# [WORK INSTRUCTION]
All of the data must be written out verbatim, with pictures excluded.

*** RAW DATA ***

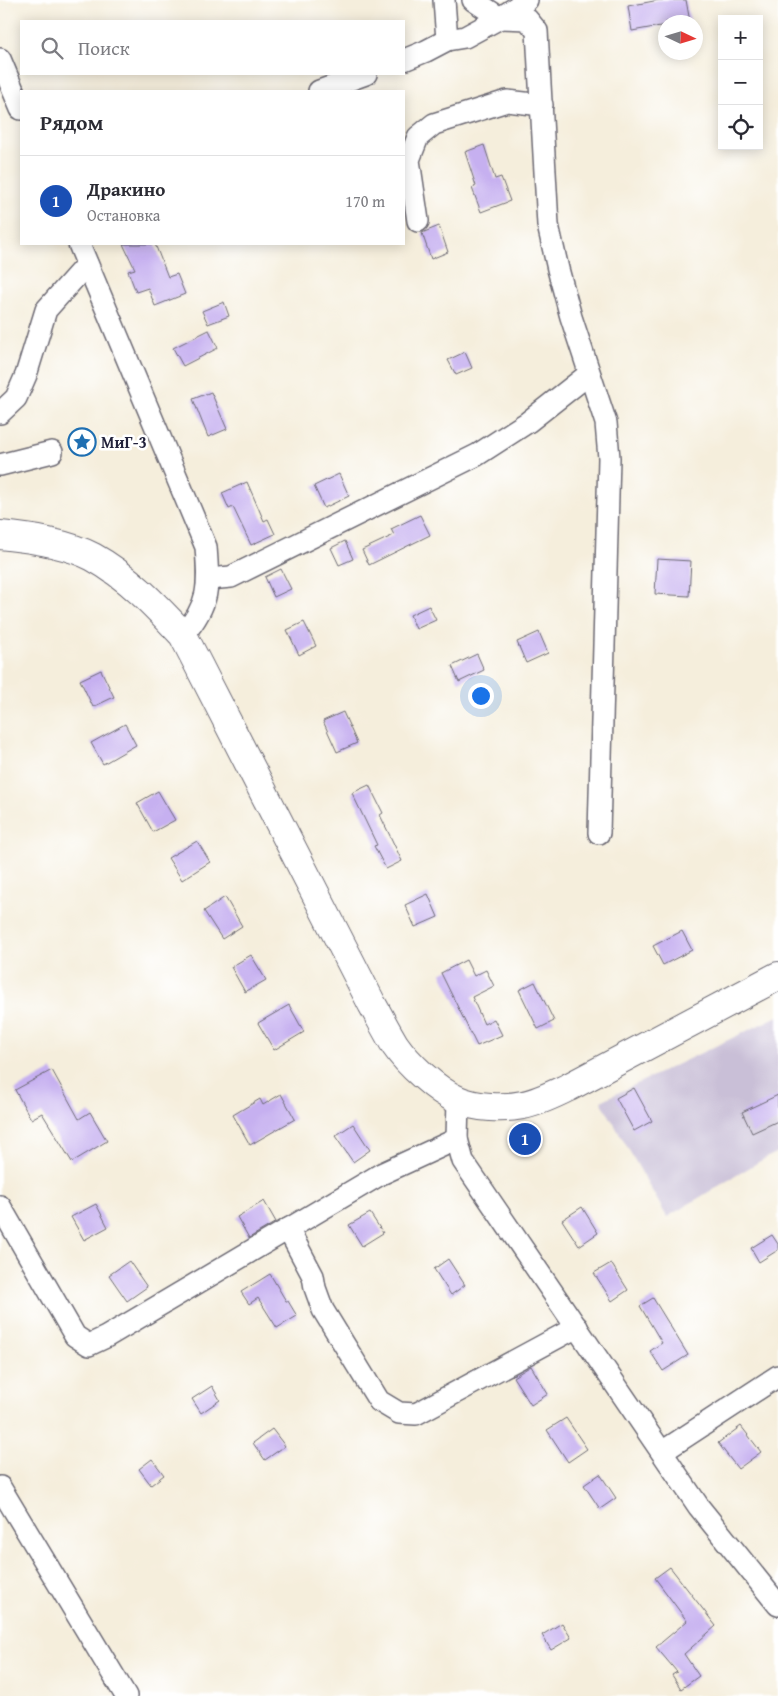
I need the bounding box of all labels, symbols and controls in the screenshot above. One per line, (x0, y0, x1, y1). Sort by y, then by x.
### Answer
north arrow (658, 15, 703, 60)
map controls (718, 15, 763, 150)
button: + (718, 15, 763, 60)
search box (20, 20, 405, 75)
icon: search (38, 34, 66, 62)
text: Поиск (78, 34, 130, 62)
button: − (718, 60, 763, 105)
button: locate (718, 105, 763, 150)
text: Рядом (40, 107, 103, 138)
text: Дракино (87, 175, 165, 203)
text: 1 (52, 189, 60, 213)
text: 170 m (345, 189, 385, 213)
text: Остановка (87, 203, 160, 227)
place icon: МиГ-3 (67, 427, 97, 457)
place label: МиГ-3 (101, 430, 147, 454)
your location (468, 683, 494, 709)
pin: 1 (509, 1120, 541, 1158)

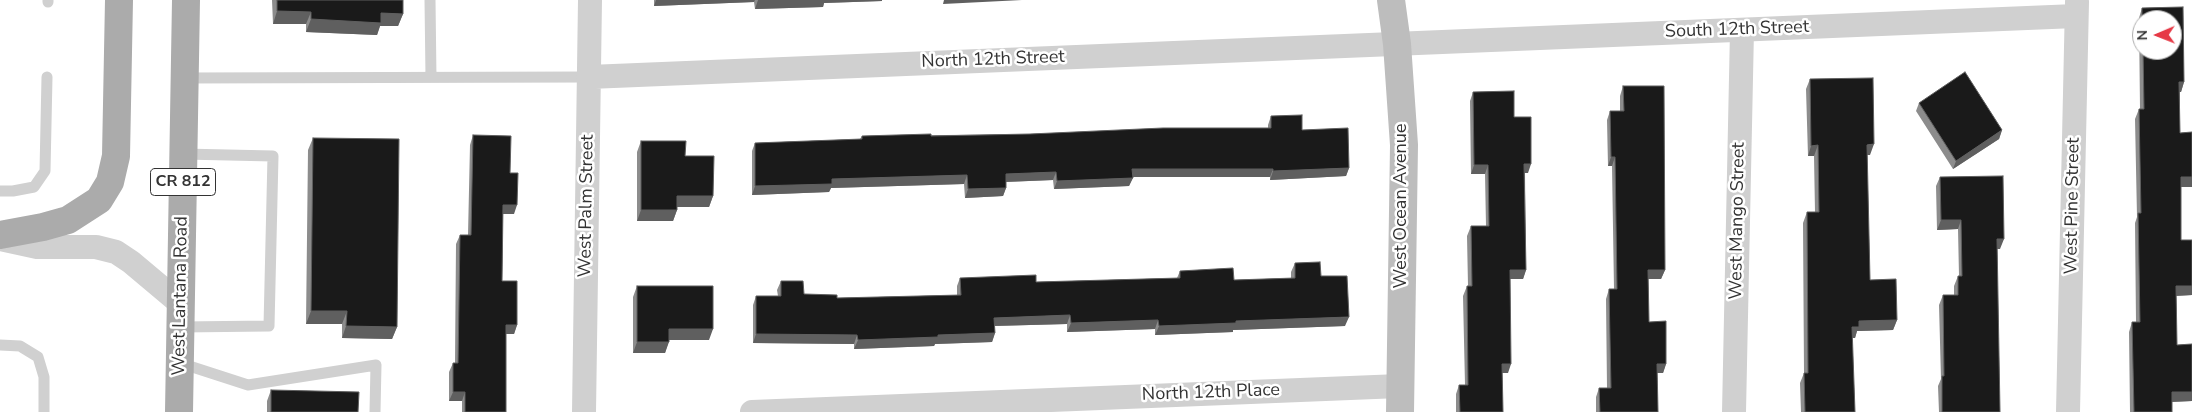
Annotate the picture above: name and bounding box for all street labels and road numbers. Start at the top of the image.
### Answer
street label: South 12th Street [1665,17,1809,43]
street label: North 12th Street [921,47,1065,73]
street label: West Ocean Avenue [1391,123,1413,289]
street label: West Palm Street [575,134,599,278]
street label: West Pine Street [2061,137,2085,275]
street label: West Mango Street [1726,142,1750,300]
road number: CR 812 [150,168,216,196]
street label: West Lantana Road [169,216,193,376]
street label: North 12th Place [1142,380,1280,406]

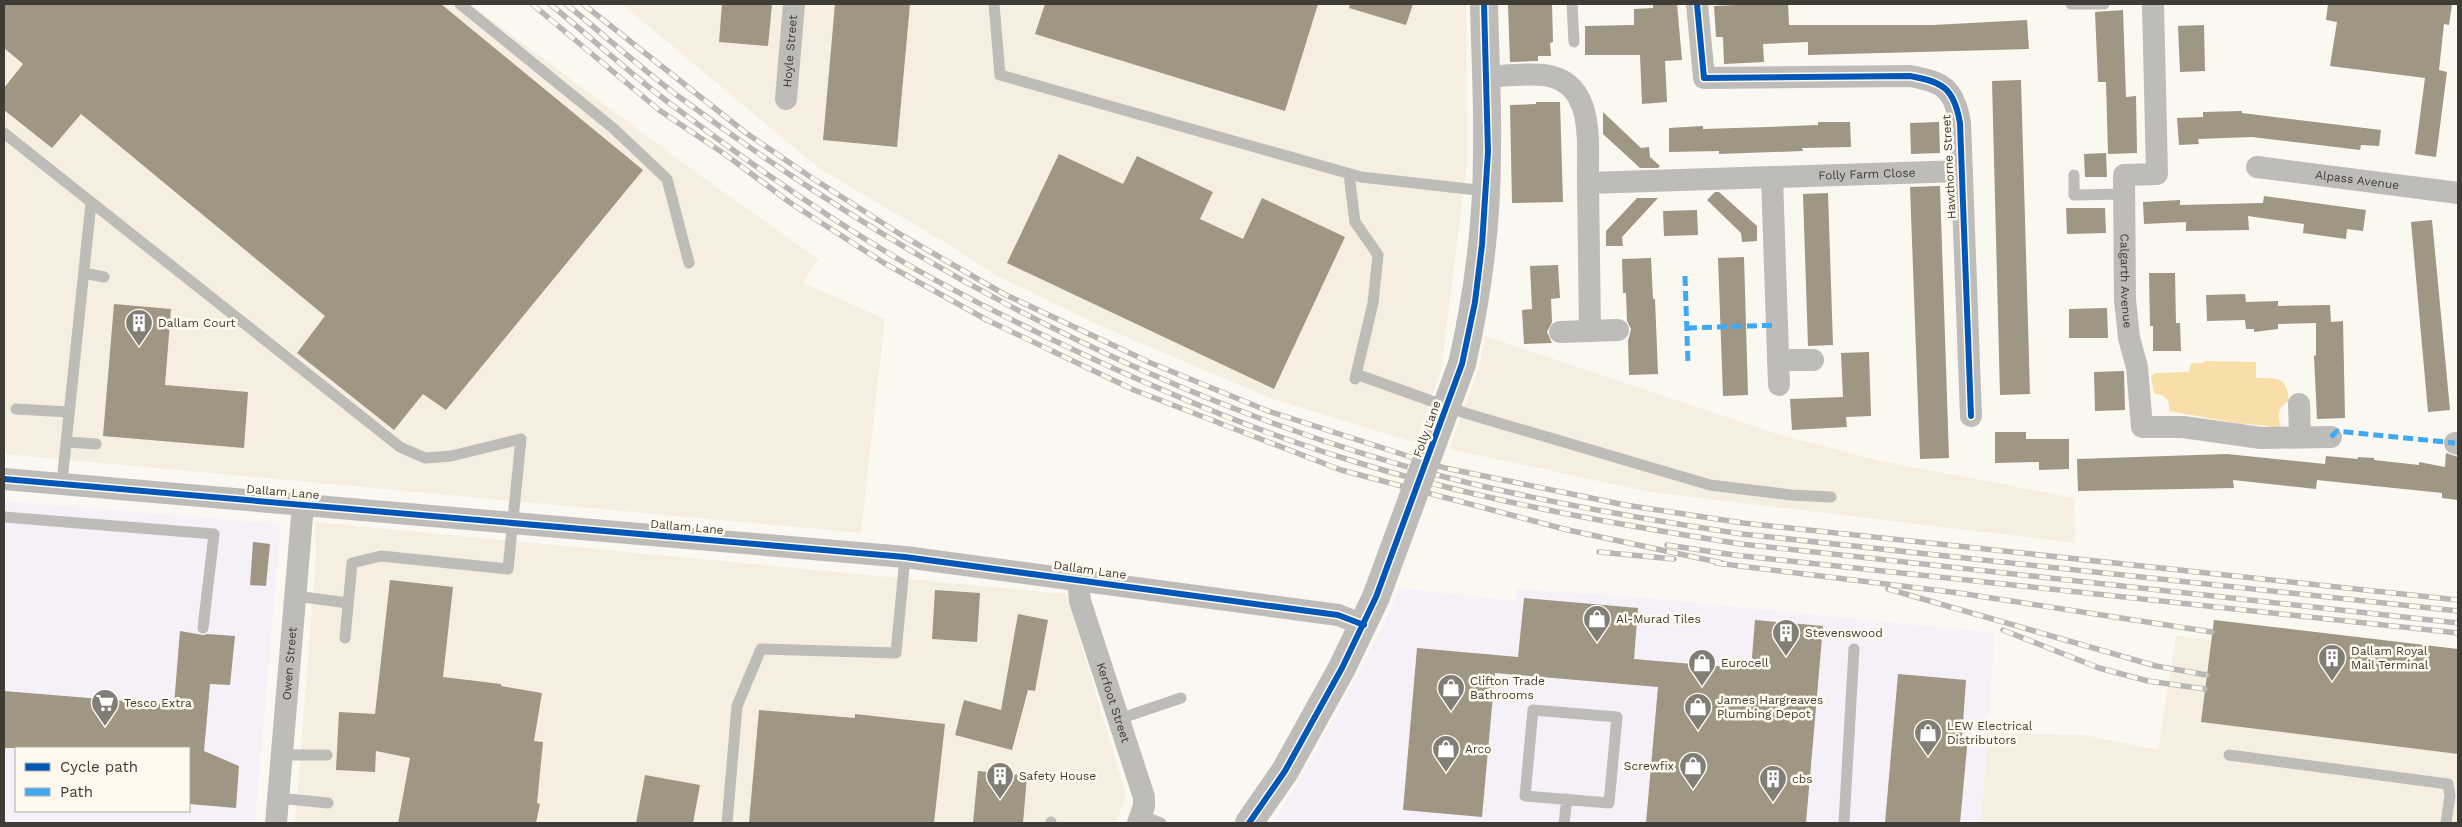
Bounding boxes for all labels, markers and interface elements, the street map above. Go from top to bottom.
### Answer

*** End of RAW DATA ***

# [RESPONSE]
I need the bounding box of all labels, symbols and controls in the screenshot above. One per line, (x0, y0, x1, y1). Sort by y, then by x.
### Answer
north arrow (658, 15, 703, 60)
map controls (718, 15, 763, 150)
button: + (718, 15, 763, 60)
search box (20, 20, 405, 75)
icon: search (38, 34, 66, 62)
text: Поиск (78, 34, 130, 62)
button: − (718, 60, 763, 105)
button: locate (718, 105, 763, 150)
text: Рядом (40, 107, 103, 138)
text: Дракино (87, 175, 165, 203)
text: 1 (52, 189, 60, 213)
text: 170 m (345, 189, 385, 213)
text: Остановка (87, 203, 160, 227)
place icon: МиГ-3 (67, 427, 97, 457)
place label: МиГ-3 (101, 430, 147, 454)
your location (468, 683, 494, 709)
pin: 1 (509, 1120, 541, 1158)

Annotate the picture above: name and bounding box for all street labels and road numbers. Start at the top of the image.
### Answer
street label: South 12th Street [1665,17,1809,43]
street label: North 12th Street [921,47,1065,73]
street label: West Ocean Avenue [1391,123,1413,289]
street label: West Palm Street [575,134,599,278]
street label: West Pine Street [2061,137,2085,275]
street label: West Mango Street [1726,142,1750,300]
road number: CR 812 [150,168,216,196]
street label: West Lantana Road [169,216,193,376]
street label: North 12th Place [1142,380,1280,406]

Bounding boxes for all labels, markers and interface elements, the street map above. Go from top to bottom.
### Answer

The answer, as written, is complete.